Description
In May 2011, the U.S. FDA approved rilpivirine in combination with other
antiretroviral agents for the treatment of human immunodeficiency virus
(HIV) 1 infection in treatment-naive adult patients.
Rilpivirine is a member of the nonnucleoside reverse transcriptase inhibitor (NNRTI) class of anti-HIV
agents. It is highly potent against a range of wild-type HIV strains
(EC50=0.07–1.0 nM),~10–20 timesmore potent than the NNRTI efavirenz
(Sustiva), and active against HIV strains resistant to other NNRTIs. The
discovery of rilpivirine was guided by molecular modeling and X-ray
crystallography of HIV-1 RT complexed with inhibitors. The synthesis
of rilpivirine is accomplished by an efficient 6-step route in which the key
step is coupling of 4-((4-chloropyrimidin-2-yl)amino)benzonitrile with (E)-3-(4-amino-3,5-dimethylphenyl)acrylonitrile.
Chemical Properties
N/ABright Yellow Solid
Originator
Janssen (Belgium)
Uses
A novel non-nucleoside reverse transcriptase inhibitor. Rilpivirine seems to be well tolerated with less CNS disturbance than Efavirenz, and has non-teratogenic potential.
Definition
ChEBI: An aminopyrimidine that is pyrimidine-2,4-diamine in which the amino groups at positions 2 and 4 are substituted by 4-cyanophenyl and 4-[(E)-2-cyanovinyl]-2,6-dimethylphenyl groups respectively. Used for treatment of HIV.
Clinical Use
Non-nucleoside reverse transcriptase inhibitor:
Treatment of progressive or advanced HIV infection
in combination with at least two other antivirals
target
reverse transcriptase
Drug interactions
Potentially hazardous interactions with other drugs
Antibacterials: avoid with clarithromycin and
erythromycin - concentration possibly increased;
concentration decreased by rifampicin and rifabutin
- avoid with rifampicin, increase dose of rilpivirine
to 50 mg daily.
Antidepressants: concentration possibly reduced by
St John’s wort - avoid.
Antiepileptics: concentration possibly reduced
by carbamazepine, fosphenytoin, oxcarbazepine,
phenobarbital, primidone and phenytoin - avoid.
Corticosteroids: avoid with dexamethasone (except
as a single dose).
Orlistat: absorption possibly reduced by orlistat.
Ulcer-healing drugs: concentration possibly reduced
by esomeprazole, lansoprazole, omeprazole,
pantoprazole and rabeprazole - avoid; avoid
histamine H2
-antagonists for 12 hours before and 4
hours after rilpiverine.
Metabolism
Primarily undergoes oxidative metabolism mediated by
the cytochrome P450 (CYP) 3A system.
85% excreted via the faeces (25% as unchanged drug) and
6% via the urine.
References
[1] moss d m, liptrott n j, curley p, et al. rilpivirine inhibits drug transporters abcb1, slc22a1, and slc22a2 in vitro. antimicrobial agents and chemotherapy, 2013, 57(11): 5612-5618.

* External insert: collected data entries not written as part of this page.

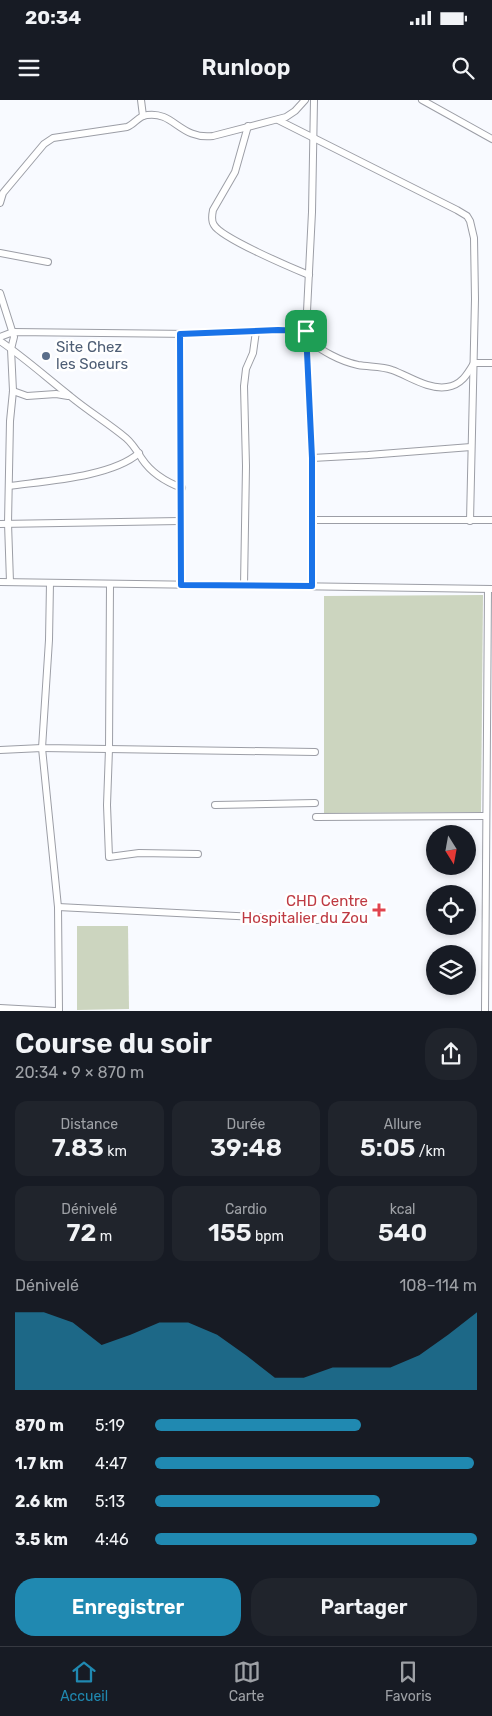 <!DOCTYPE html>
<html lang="fr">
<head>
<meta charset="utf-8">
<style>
  :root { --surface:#171b24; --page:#20242c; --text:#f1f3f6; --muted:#9ea1a6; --line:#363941; --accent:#2089b1 }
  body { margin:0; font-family:Rubik,sans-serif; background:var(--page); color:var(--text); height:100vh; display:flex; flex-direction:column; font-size:19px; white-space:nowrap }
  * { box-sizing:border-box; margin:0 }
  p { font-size:16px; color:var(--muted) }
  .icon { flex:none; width:28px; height:28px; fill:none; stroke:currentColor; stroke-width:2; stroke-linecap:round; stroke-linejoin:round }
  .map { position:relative; height:911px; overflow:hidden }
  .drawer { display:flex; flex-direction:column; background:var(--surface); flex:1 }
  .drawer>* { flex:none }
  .needle { width:32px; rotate:169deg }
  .tools { position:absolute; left:426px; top:725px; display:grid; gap:10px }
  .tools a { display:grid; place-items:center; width:50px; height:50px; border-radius:50%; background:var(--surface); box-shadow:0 2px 8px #0003; font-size:25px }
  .pin { position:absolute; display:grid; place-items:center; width:42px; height:42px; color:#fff; margin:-21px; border-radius:10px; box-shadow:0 2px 8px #0006 }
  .round { display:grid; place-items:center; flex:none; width:52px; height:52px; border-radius:20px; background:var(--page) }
  .summary { display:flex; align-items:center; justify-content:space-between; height:85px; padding:0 15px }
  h1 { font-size:28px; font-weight:600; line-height:38px }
  .metrics { display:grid; grid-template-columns:repeat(3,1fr); gap:8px; height:85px; padding:5px 15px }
  .metrics div { display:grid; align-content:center; border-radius:12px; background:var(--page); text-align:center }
  .metrics b { font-size:25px; font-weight:600 }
  .metrics small { font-size:14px; font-weight:400 }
  .metrics p { font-size:14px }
  .chart { height:140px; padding:10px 15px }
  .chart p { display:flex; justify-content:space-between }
  .chart svg { width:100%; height:90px; margin-top:5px; fill:var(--accent); opacity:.7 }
  .primary-button { display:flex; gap:10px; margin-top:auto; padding:10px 15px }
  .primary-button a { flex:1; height:58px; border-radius:20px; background:var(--accent); color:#fff; font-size:20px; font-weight:600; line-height:58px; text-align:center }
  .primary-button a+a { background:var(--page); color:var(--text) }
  ul { padding:0 15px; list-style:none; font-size:16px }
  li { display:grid; grid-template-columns:80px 60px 1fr; align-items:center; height:38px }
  li i { height:12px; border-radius:6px; background:var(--accent) }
  .status { display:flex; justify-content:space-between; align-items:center; height:35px; padding:0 25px; background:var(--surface); direction:ltr }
  .status svg { height:14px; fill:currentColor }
  header { display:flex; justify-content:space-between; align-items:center; height:65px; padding:0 15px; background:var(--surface); font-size:22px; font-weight:600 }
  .tab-bar { display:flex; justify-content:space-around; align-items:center; height:70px; border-top:1px solid var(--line); background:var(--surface); font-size:14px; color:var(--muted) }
  .tab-bar a { display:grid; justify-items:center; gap:2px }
  .tab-bar .active { color:var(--accent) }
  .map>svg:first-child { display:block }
  .green { fill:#ccd5bf }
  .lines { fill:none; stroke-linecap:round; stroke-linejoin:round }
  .minor-casing { stroke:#9c9ea6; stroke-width:8 }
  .minor { stroke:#fff; stroke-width:6 }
  .route-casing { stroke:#fff; stroke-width:10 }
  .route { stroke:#1a73e8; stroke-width:6 }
  .service-dot { fill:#5c6f8a; stroke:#fff; stroke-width:2 }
  .health-dot { fill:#e0444e; stroke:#fff; stroke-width:2 }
  .labels { text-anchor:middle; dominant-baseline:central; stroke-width:5; stroke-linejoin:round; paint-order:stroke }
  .service-label { font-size:15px; fill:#4e5e75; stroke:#fff; text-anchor:start }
  .health-label { font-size:15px; fill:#be3a42; stroke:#fff; text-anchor:end }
</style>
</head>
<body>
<div class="status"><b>20:34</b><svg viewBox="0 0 49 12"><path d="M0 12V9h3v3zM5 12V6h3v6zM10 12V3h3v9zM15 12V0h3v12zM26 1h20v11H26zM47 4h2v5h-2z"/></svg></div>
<header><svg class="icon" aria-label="menu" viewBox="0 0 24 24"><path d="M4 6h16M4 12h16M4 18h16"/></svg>Runloop<svg class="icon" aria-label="search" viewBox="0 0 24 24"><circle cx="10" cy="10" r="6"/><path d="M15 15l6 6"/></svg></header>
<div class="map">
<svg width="492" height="911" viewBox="0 0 492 911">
  <rect width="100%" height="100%" fill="#f8faff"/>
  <g class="green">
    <path d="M483 495 481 712 324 713V496Z"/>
    <path d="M77 826H128L129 909 77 910Z"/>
  </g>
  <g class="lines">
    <g class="minor-casing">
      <g id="minor">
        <path d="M141 0 143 16"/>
        <path d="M422 0 492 39"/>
        <path d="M278 20 457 110 467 116 470 121 474 138 475 199 470 421"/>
        <path d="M248 26 235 72 213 110C212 115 211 121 214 125 221 138 292 168 309 175"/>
        <path d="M0 103 3 93 44 44 53 38 127 27C135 24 138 16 147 15 174 11 180 40 213 36L286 17 295 11 305 0"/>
        <path d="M0 153 48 162"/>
        <path d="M0 193 14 237 11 249 13 291 10 321 8 423 10 482"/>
        <path d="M180 234 181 485"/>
        <path d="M0 237 13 232 191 234 278 230 306 231"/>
        <path d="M307 240C323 251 339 261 358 265 369 267 382 266 392 270 409 276 428 290 447 287 461 285 467 275 474 263H492"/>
        <path d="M0 241C25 258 47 278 70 296 88 311 108 323 126 338 133 344 137 351 142 359 152 374 166 382 182 388"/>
        <path d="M13 291 27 296 56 294 68 296"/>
        <path d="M312 358 368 355 471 347"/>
        <path d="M9 386C45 381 112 377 139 353"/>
        <path d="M312 420H492"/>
        <path d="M0 424 180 421"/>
        <path d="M0 482 492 489"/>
        <path d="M50 483 49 540 42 648 315 652"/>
        <path d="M110 484 109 649 107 705 109 757 139 753 198 754"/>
        <path d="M244 486 246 366 244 286 246 269 253 253 256 231"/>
        <path d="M312 486V358L306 231 312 112 314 0"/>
        <path d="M0 650 42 648 58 807 59 911"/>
        <path d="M215 705 315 703"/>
        <path d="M316 717 486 716"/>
        <path d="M58 807 317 820"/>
        <path d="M0 908 55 911"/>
        <path d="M485 911 488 489"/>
      </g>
    </g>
    <use href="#minor" class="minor"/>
  </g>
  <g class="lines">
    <g class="route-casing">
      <path id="route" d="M278 230 306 231 312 358V486L181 485 180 234Z"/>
    </g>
    <use href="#route" class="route"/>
  </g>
  <circle class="service-dot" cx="46" cy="256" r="5"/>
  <path class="health-dot" d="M376.5 802.5h5v5h5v5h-5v5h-5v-5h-5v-5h5z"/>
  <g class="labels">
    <g class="service-label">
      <text x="56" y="247">Site Chez<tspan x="56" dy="17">les Soeurs</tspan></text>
    </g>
    <g class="health-label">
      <text x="368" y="801">CHD Centre<tspan x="368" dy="17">Hospitalier du Zou</tspan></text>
    </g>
  </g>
</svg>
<div class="tools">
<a><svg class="needle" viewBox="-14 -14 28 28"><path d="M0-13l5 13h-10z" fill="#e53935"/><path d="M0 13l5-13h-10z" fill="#9ea1a6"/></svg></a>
<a><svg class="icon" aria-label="locate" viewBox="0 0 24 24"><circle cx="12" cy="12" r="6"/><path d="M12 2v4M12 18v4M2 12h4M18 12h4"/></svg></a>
<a><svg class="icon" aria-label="layers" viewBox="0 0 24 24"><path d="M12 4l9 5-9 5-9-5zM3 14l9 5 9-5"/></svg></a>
</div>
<div class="pin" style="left:306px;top:231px;background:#1e9e55"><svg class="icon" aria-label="arrive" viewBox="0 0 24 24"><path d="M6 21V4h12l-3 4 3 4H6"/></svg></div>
</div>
<section class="drawer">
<div class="summary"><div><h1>Course du soir</h1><p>20:34 · 9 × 870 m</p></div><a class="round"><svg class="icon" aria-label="share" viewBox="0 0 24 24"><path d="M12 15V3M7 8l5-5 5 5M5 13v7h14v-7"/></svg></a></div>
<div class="metrics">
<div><p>Distance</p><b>7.83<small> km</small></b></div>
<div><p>Durée</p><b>39:48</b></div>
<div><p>Allure</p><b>5:05<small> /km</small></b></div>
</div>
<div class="metrics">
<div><p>Dénivelé</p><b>72<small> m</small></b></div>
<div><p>Cardio</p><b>155<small> bpm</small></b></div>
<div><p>kcal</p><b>540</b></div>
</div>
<div class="chart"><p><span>Dénivelé</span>108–114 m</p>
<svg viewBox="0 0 160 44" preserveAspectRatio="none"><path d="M0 44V6L10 6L20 11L30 22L40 17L50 11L60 11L70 17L80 27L90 38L100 38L110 33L120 33L130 33L140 27L150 17L160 6V44z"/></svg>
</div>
<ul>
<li><b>870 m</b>5:19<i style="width:64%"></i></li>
<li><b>1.7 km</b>4:47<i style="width:99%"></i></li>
<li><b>2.6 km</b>5:13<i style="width:70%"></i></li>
<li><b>3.5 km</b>4:46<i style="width:100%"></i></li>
</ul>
<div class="primary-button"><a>Enregistrer</a><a>Partager</a></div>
</section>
<nav class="tab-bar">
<a class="active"><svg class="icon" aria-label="home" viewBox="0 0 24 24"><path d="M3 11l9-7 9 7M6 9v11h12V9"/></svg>Accueil</a>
<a><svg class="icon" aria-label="map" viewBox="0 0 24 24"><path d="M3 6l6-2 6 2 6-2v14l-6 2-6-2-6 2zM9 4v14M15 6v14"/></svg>Carte</a>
<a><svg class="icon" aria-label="saved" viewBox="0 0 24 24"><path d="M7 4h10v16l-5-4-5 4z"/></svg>Favoris</a>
</nav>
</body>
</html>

[2] garvey l, winston a. rilpivirine: a novel non-nucleoside reverse transcriptase inhibitor. 2009.
[3] weiss j, haefeli w e. potential of the novel antiretroviral drug rilpivirine to modulate the expression and function of drug transporters and drug-metabolising enzymes in vitro. international journal of antimicrobial agents, 2013, 41(5): 484-487.
[4] baert l, van’t klooster g, dries w, et al. development of a long-acting injectable formulation with nanoparticles of rilpivirine (tmc278) for hiv treatment. european journal of pharmaceutics and biopharmaceutics, 2009, 72(3): 502-508.